Assigned task: Each entry below should be retyped exactly as given.

Stored items:
——

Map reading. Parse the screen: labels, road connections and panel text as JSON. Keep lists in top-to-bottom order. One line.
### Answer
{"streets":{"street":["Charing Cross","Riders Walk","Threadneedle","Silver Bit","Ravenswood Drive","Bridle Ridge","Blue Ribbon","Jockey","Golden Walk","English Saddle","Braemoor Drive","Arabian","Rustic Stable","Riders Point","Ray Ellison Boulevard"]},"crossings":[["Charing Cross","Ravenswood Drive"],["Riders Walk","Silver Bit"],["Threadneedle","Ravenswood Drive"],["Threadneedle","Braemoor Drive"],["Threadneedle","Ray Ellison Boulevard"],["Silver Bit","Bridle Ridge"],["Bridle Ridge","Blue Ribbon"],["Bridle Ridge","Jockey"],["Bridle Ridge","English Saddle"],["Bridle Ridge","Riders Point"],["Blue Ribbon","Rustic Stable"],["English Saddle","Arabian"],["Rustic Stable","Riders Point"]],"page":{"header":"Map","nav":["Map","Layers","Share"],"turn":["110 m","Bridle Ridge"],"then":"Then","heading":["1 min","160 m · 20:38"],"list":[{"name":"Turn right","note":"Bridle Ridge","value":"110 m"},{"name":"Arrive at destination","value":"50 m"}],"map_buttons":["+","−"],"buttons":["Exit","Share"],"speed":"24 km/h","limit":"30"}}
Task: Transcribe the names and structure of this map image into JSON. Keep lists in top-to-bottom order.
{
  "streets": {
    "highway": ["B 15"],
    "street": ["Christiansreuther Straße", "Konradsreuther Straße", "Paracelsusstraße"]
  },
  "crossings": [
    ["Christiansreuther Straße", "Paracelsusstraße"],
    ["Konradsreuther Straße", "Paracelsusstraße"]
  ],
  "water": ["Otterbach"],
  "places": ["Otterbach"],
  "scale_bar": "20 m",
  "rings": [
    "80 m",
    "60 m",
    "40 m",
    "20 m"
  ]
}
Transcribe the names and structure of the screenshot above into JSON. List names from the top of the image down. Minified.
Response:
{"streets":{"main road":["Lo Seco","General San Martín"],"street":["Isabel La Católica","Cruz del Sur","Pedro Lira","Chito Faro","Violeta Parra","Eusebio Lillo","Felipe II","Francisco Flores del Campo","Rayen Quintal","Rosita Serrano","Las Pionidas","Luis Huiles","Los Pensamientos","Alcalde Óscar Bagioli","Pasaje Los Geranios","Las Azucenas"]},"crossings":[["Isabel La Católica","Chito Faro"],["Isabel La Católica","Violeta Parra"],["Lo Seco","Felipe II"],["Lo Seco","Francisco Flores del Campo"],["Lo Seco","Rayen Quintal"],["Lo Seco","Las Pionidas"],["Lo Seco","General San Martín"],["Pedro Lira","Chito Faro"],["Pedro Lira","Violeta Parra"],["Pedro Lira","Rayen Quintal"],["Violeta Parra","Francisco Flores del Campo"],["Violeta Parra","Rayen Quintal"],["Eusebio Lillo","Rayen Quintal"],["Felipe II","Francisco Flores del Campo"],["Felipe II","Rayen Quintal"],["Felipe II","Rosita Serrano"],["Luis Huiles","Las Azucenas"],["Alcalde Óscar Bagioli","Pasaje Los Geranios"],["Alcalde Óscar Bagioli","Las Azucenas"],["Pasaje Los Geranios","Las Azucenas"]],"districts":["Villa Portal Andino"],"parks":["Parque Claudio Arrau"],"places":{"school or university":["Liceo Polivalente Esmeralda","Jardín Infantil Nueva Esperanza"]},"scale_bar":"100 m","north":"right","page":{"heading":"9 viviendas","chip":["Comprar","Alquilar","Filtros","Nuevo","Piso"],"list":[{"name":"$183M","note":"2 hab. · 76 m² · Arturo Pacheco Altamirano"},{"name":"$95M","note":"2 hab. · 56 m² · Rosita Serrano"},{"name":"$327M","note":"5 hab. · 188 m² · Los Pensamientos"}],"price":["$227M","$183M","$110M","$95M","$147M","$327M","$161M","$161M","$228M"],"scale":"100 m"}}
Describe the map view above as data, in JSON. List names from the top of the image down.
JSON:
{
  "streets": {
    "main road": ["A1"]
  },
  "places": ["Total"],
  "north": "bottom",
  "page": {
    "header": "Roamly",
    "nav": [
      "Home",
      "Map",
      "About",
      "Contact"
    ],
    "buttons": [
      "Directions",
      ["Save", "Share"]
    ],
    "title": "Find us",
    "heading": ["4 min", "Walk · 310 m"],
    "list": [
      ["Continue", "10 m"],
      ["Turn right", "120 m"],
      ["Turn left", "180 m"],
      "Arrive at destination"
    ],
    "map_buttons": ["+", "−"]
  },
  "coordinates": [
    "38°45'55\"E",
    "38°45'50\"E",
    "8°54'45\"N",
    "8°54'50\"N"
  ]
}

——

Exercise output:
Map reading. Parse the screen: labels, road connections and panel text as JSON. Keep lists in top-to-bottom order. One line.
### Answer
{"streets":{"street":["Charing Cross","Riders Walk","Threadneedle","Silver Bit","Ravenswood Drive","Bridle Ridge","Blue Ribbon","Jockey","Golden Walk","English Saddle","Braemoor Drive","Arabian","Rustic Stable","Riders Point","Ray Ellison Boulevard"]},"crossings":[["Charing Cross","Ravenswood Drive"],["Riders Walk","Silver Bit"],["Threadneedle","Ravenswood Drive"],["Threadneedle","Braemoor Drive"],["Threadneedle","Ray Ellison Boulevard"],["Silver Bit","Bridle Ridge"],["Bridle Ridge","Blue Ribbon"],["Bridle Ridge","Jockey"],["Bridle Ridge","English Saddle"],["Bridle Ridge","Riders Point"],["Blue Ribbon","Rustic Stable"],["English Saddle","Arabian"],["Rustic Stable","Riders Point"]],"page":{"header":"Map","nav":["Map","Layers","Share"],"turn":["110 m","Bridle Ridge"],"then":"Then","heading":["1 min","160 m · 20:38"],"list":[{"name":"Turn right","note":"Bridle Ridge","value":"110 m"},{"name":"Arrive at destination","value":"50 m"}],"map_buttons":["+","−"],"buttons":["Exit","Share"],"speed":"24 km/h","limit":"30"}}
Task: Transcribe the names and structure of this map image into JSON. Keep lists in top-to-bottom order.
{
  "streets": {
    "highway": ["B 15"],
    "street": ["Christiansreuther Straße", "Konradsreuther Straße", "Paracelsusstraße"]
  },
  "crossings": [
    ["Christiansreuther Straße", "Paracelsusstraße"],
    ["Konradsreuther Straße", "Paracelsusstraße"]
  ],
  "water": ["Otterbach"],
  "places": ["Otterbach"],
  "scale_bar": "20 m",
  "rings": [
    "80 m",
    "60 m",
    "40 m",
    "20 m"
  ]
}
Transcribe the names and structure of the screenshot above into JSON. List names from the top of the image down. Minified.
Response:
{"streets":{"main road":["Lo Seco","General San Martín"],"street":["Isabel La Católica","Cruz del Sur","Pedro Lira","Chito Faro","Violeta Parra","Eusebio Lillo","Felipe II","Francisco Flores del Campo","Rayen Quintal","Rosita Serrano","Las Pionidas","Luis Huiles","Los Pensamientos","Alcalde Óscar Bagioli","Pasaje Los Geranios","Las Azucenas"]},"crossings":[["Isabel La Católica","Chito Faro"],["Isabel La Católica","Violeta Parra"],["Lo Seco","Felipe II"],["Lo Seco","Francisco Flores del Campo"],["Lo Seco","Rayen Quintal"],["Lo Seco","Las Pionidas"],["Lo Seco","General San Martín"],["Pedro Lira","Chito Faro"],["Pedro Lira","Violeta Parra"],["Pedro Lira","Rayen Quintal"],["Violeta Parra","Francisco Flores del Campo"],["Violeta Parra","Rayen Quintal"],["Eusebio Lillo","Rayen Quintal"],["Felipe II","Francisco Flores del Campo"],["Felipe II","Rayen Quintal"],["Felipe II","Rosita Serrano"],["Luis Huiles","Las Azucenas"],["Alcalde Óscar Bagioli","Pasaje Los Geranios"],["Alcalde Óscar Bagioli","Las Azucenas"],["Pasaje Los Geranios","Las Azucenas"]],"districts":["Villa Portal Andino"],"parks":["Parque Claudio Arrau"],"places":{"school or university":["Liceo Polivalente Esmeralda","Jardín Infantil Nueva Esperanza"]},"scale_bar":"100 m","north":"right","page":{"heading":"9 viviendas","chip":["Comprar","Alquilar","Filtros","Nuevo","Piso"],"list":[{"name":"$183M","note":"2 hab. · 76 m² · Arturo Pacheco Altamirano"},{"name":"$95M","note":"2 hab. · 56 m² · Rosita Serrano"},{"name":"$327M","note":"5 hab. · 188 m² · Los Pensamientos"}],"price":["$227M","$183M","$110M","$95M","$147M","$327M","$161M","$161M","$228M"],"scale":"100 m"}}
Describe the map view above as data, in JSON. List names from the top of the image down.
JSON:
{
  "streets": {
    "main road": ["A1"]
  },
  "places": ["Total"],
  "north": "bottom",
  "page": {
    "header": "Roamly",
    "nav": [
      "Home",
      "Map",
      "About",
      "Contact"
    ],
    "buttons": [
      "Directions",
      ["Save", "Share"]
    ],
    "title": "Find us",
    "heading": ["4 min", "Walk · 310 m"],
    "list": [
      ["Continue", "10 m"],
      ["Turn right", "120 m"],
      ["Turn left", "180 m"],
      "Arrive at destination"
    ],
    "map_buttons": ["+", "−"]
  },
  "coordinates": [
    "38°45'55\"E",
    "38°45'50\"E",
    "8°54'45\"N",
    "8°54'50\"N"
  ]
}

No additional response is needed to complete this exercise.